Sunday, October 28, 2018

The Broad Museum

As mentioned previously, my son’s celebration of my birthday included tickets to the  new Broad museum in Los Angeles which I have read a lot about but never seen.  Frankly, it was not at the top of my “must see list” since contemporary art is not my field of interest and there are so many other museums to see in LA.  I learned yet again, try everything, you never know!

Eli Broad bought his first real estate at age 20 and co-founded home builder Kaufman & Broad in 1957 with $25,000 borrowed from his in-laws.   Thanks to the Baby Boom, KB Homes became a tremendous success in affordable housing.

Later he also bought Sun Life Insurance and sold it for 18 Billion.  Forbes has his net worth at 6.7 Billion and the foundations he and his wife, Edythe, founded have assets of 3 Billion!  As my father would have said, “for some people that is their entire fortune!”

The Broads built up their art collection over a half century and gave it an appropriate setting in a Frank Gehry-designed building on their Brentwood Estate. While others say that one has to wait half a century to see if the art stands up, the Broads believed that to build a proper collection you had to collect while the paint was still wet!   Like most patrons they knew what they liked and knew what they wanted so, according to Eli Broad, he had trouble getting along on museum boards and I am sure they felt the same way about him!

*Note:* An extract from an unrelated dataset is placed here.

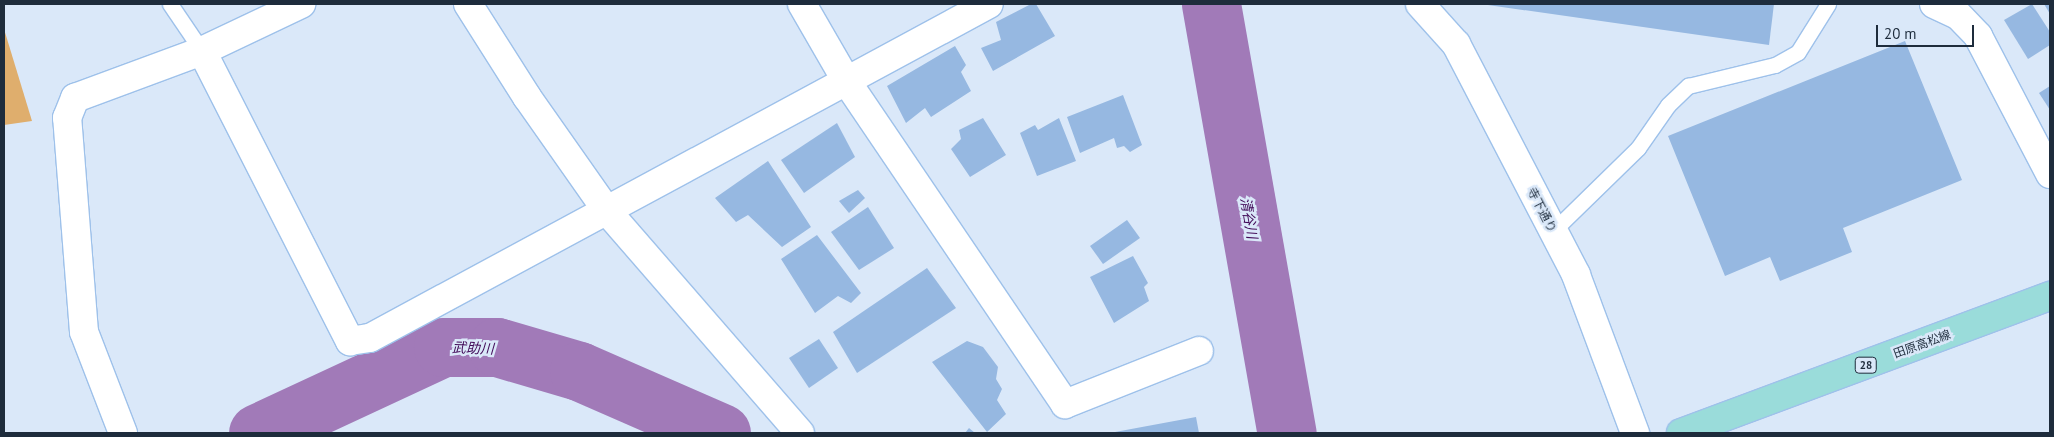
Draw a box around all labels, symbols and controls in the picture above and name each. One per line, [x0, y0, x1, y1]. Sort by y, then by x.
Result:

The Broads switched their patronage from one institution to another in L.A. and in the first decade of this century they decided that the Los Angeles County Museum (LACMA) needed a building devoted to contemporary art. They collected only the “Best” artists work and that included, architects, so they asked Renzo Piano to build a three-story edifice on the LACMA campus which opened in 2008. The Broad Contemporary Art Museum at LACMA has 60,000 square feet of galleries and rotating contemporary art exhibitions. It was assumed that their collection would follow but that was not to be. 

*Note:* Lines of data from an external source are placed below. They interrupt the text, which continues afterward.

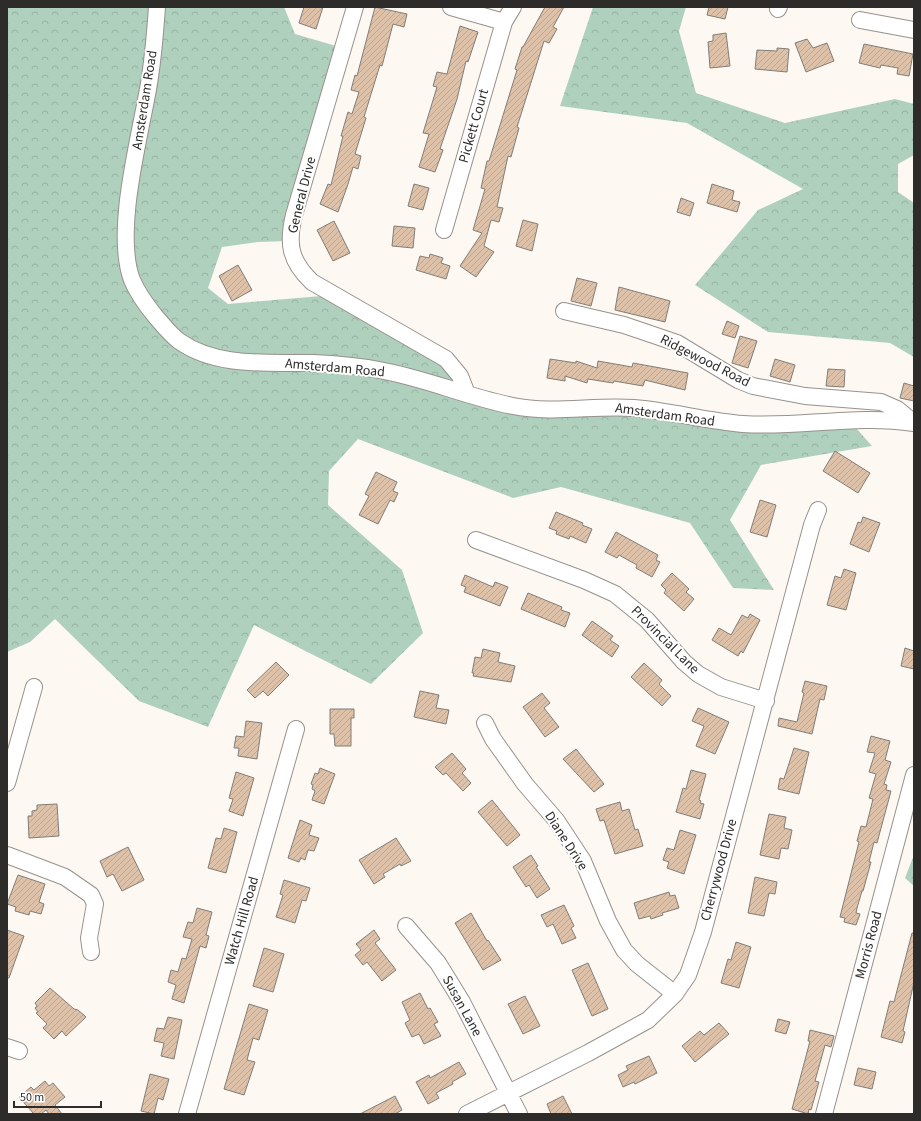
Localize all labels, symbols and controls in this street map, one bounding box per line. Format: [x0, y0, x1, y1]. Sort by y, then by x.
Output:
street label: Amsterdam Road [127, 49, 163, 151]
street label: Pickett Court [454, 86, 494, 165]
street label: General Drive [283, 154, 321, 235]
street label: Ridgewood Road [656, 330, 754, 392]
street label: Amsterdam Road [284, 354, 386, 382]
street label: Amsterdam Road [614, 398, 716, 432]
street label: Provincial Lane [626, 601, 704, 679]
street label: Diane Drive [539, 808, 593, 875]
street label: Cherrywood Drive [696, 817, 742, 923]
street label: Watch Hill Road [220, 874, 264, 968]
street label: Morris Road [850, 909, 888, 981]
street label: Susan Lane [437, 972, 487, 1040]
scale bar [14, 1083, 101, 1109]
text: 50 m [20, 1089, 44, 1106]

No sooner had they finished the LAMA project, they started to think about their own museum for their personal collection.  The Broads decided again on star museum architects, this time Diller Scofidio & Renfro, to build their two-floor 120,000 square foot space. Half is devoted to gallery space and the rest houses the Broad Art Foundation’s worldwide lending library which for almost, 35 years has been lending works of art out to museums.  Titled simply “The Broad”, their museum opened in September of 2015 and has had about 2,500,000 visitors to date.

Thank goodness Hunter had pre-ordered the timed tickets or we would not have gotten in. I must admit that the space is very impressive.  The galleries are huge have the advantage of 16-foot movable partitions that are up to the the challenge of a flexible presentation of the large-scale art that is the taste today.

The Broads believe in collecting in depth so on their museum website I found 14 paintings by Jean-Michel Basquiat.  When we were there “Eyes and Eggs”, a 9.9 x 8.1, foot painting from 1983 was on view.  What might look a bit cartoonish in an illustration certainly is impressive when you are directly confronted by it in the museum.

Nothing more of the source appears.